• [EXERCISE MATERIAL]
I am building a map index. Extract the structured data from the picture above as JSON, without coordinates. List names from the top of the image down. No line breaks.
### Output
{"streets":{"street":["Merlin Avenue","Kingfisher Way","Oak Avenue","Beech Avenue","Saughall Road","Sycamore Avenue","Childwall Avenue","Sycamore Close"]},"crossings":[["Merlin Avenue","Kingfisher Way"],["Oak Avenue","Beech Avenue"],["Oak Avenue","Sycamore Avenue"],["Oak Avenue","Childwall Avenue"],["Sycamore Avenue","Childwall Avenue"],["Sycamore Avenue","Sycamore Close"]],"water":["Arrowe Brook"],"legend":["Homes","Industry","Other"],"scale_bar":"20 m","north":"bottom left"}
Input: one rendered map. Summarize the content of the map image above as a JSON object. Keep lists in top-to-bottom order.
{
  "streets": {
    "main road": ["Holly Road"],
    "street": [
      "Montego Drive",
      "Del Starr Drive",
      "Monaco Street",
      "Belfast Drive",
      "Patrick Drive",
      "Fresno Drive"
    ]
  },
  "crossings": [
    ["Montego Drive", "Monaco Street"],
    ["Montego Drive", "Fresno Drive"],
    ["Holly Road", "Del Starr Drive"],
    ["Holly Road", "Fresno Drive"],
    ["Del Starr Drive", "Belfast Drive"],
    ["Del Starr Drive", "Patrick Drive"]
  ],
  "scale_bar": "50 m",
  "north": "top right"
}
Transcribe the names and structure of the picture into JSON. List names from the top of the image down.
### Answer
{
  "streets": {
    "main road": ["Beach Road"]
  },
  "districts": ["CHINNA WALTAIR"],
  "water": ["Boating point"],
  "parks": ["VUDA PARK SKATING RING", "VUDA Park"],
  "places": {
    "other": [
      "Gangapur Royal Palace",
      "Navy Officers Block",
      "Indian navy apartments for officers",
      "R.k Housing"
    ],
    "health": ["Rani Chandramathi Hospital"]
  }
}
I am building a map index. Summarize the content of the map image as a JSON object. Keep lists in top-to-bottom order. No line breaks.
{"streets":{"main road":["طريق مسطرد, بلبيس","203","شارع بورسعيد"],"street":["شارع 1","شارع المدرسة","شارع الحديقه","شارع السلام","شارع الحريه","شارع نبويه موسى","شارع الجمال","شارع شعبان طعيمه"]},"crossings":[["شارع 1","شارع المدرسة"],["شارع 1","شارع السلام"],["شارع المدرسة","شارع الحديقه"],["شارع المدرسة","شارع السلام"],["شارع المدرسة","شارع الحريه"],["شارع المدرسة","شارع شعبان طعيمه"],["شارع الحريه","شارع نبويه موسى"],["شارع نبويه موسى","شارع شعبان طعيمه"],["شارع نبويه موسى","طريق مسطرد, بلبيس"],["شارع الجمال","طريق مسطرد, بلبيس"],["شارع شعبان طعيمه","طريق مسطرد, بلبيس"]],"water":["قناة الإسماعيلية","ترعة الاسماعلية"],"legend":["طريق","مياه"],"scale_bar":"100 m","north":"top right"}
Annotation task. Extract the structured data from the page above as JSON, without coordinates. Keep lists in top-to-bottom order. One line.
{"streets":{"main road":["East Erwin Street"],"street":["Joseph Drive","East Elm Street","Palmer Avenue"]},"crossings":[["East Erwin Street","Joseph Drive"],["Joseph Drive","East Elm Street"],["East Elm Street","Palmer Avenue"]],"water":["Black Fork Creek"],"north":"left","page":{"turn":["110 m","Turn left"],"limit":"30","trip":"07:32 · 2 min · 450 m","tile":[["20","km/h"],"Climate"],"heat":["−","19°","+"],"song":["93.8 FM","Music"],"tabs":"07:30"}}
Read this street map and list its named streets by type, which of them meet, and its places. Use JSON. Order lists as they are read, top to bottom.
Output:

• [ACTIVITY] Starting with the line that contains "Transcribe the names", print every line through the end of the entries above exactly as written, both boundary lines included, and nothing else.

• [OUTPUT BELOW]
Transcribe the names and structure of the picture into JSON. List names from the top of the image down.
### Answer
{
  "streets": {
    "main road": ["Beach Road"]
  },
  "districts": ["CHINNA WALTAIR"],
  "water": ["Boating point"],
  "parks": ["VUDA PARK SKATING RING", "VUDA Park"],
  "places": {
    "other": [
      "Gangapur Royal Palace",
      "Navy Officers Block",
      "Indian navy apartments for officers",
      "R.k Housing"
    ],
    "health": ["Rani Chandramathi Hospital"]
  }
}
I am building a map index. Summarize the content of the map image as a JSON object. Keep lists in top-to-bottom order. No line breaks.
{"streets":{"main road":["طريق مسطرد, بلبيس","203","شارع بورسعيد"],"street":["شارع 1","شارع المدرسة","شارع الحديقه","شارع السلام","شارع الحريه","شارع نبويه موسى","شارع الجمال","شارع شعبان طعيمه"]},"crossings":[["شارع 1","شارع المدرسة"],["شارع 1","شارع السلام"],["شارع المدرسة","شارع الحديقه"],["شارع المدرسة","شارع السلام"],["شارع المدرسة","شارع الحريه"],["شارع المدرسة","شارع شعبان طعيمه"],["شارع الحريه","شارع نبويه موسى"],["شارع نبويه موسى","شارع شعبان طعيمه"],["شارع نبويه موسى","طريق مسطرد, بلبيس"],["شارع الجمال","طريق مسطرد, بلبيس"],["شارع شعبان طعيمه","طريق مسطرد, بلبيس"]],"water":["قناة الإسماعيلية","ترعة الاسماعلية"],"legend":["طريق","مياه"],"scale_bar":"100 m","north":"top right"}
Annotation task. Extract the structured data from the page above as JSON, without coordinates. Keep lists in top-to-bottom order. One line.
{"streets":{"main road":["East Erwin Street"],"street":["Joseph Drive","East Elm Street","Palmer Avenue"]},"crossings":[["East Erwin Street","Joseph Drive"],["Joseph Drive","East Elm Street"],["East Elm Street","Palmer Avenue"]],"water":["Black Fork Creek"],"north":"left","page":{"turn":["110 m","Turn left"],"limit":"30","trip":"07:32 · 2 min · 450 m","tile":[["20","km/h"],"Climate"],"heat":["−","19°","+"],"song":["93.8 FM","Music"],"tabs":"07:30"}}
Read this street map and list its named streets by type, which of them meet, and its places. Use JSON. Order lists as they are read, top to bottom.
Output:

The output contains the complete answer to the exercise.